Even when serving large files via SMB and running apt-get update, the frequency will stay at 700 MHz. Why?

4
  • Oh wow, now I saw it twice going to 900 MHz. I am using watch -n 1 cat /sys/... to monitor the frequency. Maybe I don't have a problem after all.
    – Arne
    Commented Mar 15, 2013 at 17:24
  • 1
    Doing lots of IO (serving files, downloading via apt) is not a processor intensive activity as the IO itself is a bottleneck -- meaning, the processor must wait on it, so while the system is busy working as fast as it can in one sense, the processor may be mostly idle.
    – goldilocks
    Commented Mar 16, 2013 at 14:50
  • @goldilocks: Well, smbd and ntfs-3g were producing close to 100% load, about 50% user and 50% system load each. I would have assumed that's enough, but maybe the system load was some kind of I/O waiting.
    – Arne
    Commented Mar 16, 2013 at 16:18
  • FYI here is an easier way to print your settings : grep "" /sys/devices/system/cpu/cpu0/cpufreq/cpuinfo_* Commented Feb 9, 2017 at 0:07

2 Answers 2

15

Even with dynamic frequency set, the Raspberry Pi has a very high default frequency scaling threshold.

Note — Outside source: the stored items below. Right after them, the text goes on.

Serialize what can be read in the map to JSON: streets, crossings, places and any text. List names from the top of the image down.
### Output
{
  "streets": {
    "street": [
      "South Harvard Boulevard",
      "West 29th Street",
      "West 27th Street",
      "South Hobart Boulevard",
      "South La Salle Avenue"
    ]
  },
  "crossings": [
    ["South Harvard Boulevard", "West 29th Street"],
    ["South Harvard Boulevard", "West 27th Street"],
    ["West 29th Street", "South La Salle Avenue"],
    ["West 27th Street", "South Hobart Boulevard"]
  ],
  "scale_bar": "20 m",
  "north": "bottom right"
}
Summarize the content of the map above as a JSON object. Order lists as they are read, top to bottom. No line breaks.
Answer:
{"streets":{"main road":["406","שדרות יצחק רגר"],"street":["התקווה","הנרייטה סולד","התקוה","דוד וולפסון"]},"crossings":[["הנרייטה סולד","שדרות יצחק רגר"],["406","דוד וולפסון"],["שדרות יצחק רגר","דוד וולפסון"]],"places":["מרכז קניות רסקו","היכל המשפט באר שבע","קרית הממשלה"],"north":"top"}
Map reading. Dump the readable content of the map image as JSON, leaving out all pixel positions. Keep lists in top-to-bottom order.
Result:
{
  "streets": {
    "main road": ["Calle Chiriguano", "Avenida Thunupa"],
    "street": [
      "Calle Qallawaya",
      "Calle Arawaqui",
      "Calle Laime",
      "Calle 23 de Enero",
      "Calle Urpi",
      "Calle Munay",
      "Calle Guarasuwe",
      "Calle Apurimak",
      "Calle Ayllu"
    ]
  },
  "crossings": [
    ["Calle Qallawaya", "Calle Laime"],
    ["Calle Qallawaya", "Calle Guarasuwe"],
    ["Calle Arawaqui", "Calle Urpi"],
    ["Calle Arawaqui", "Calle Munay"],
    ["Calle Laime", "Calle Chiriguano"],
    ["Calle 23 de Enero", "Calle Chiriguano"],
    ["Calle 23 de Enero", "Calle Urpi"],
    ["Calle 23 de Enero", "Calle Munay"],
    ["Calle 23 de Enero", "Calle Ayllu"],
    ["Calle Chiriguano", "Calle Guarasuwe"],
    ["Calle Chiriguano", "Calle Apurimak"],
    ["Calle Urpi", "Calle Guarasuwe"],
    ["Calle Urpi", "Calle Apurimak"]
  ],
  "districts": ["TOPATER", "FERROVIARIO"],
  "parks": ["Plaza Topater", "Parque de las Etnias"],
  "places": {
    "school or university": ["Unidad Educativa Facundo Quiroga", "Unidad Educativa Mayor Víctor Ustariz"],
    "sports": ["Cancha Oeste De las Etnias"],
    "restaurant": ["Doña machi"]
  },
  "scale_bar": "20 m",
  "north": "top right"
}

To quote this blog post on overclocking the Pi:

The ondemand governor used in the Raspberry Pi will increase the CPU speed to the maximum configured value whenever it finds it to be busy more than 95% of the time. That sounds fair enough for most cases, but if you’d like that extra speed bump even when the system is performing somewhat lighter tasks, you’ll have to lower the load threshold. This is also easily done by writing an integer value to a file (you can put the following for example in the /etc/rc.local startup file):

echo 60 > /sys/devices/system/cpu/cpufreq/ondemand/up_threshold

Here we’re saying that we’d like to have the Turbo Mode kick in when the CPU is busy at least 60% of the time. That is enough to make the Pi feel a little snappier during general use.

You can also set to CPU governor to performance instead of ondemand using a similar command:

echo performance > /sys/devices/system/cpu/cpu0/cpufreq/scaling_governor

Performance will keep the CPU clocked at 100% all the time. Detailed information about the available modes can be found here: https://www.kernel.org/doc/Documentation/cpu-freq/governors.txt

1
  • That's what I was looking for!
    – Arne
    Commented Mar 18, 2013 at 10:13
0

I made a small programm to automate the process Jonathan Milford described very good. It does this at every boot to make it persist.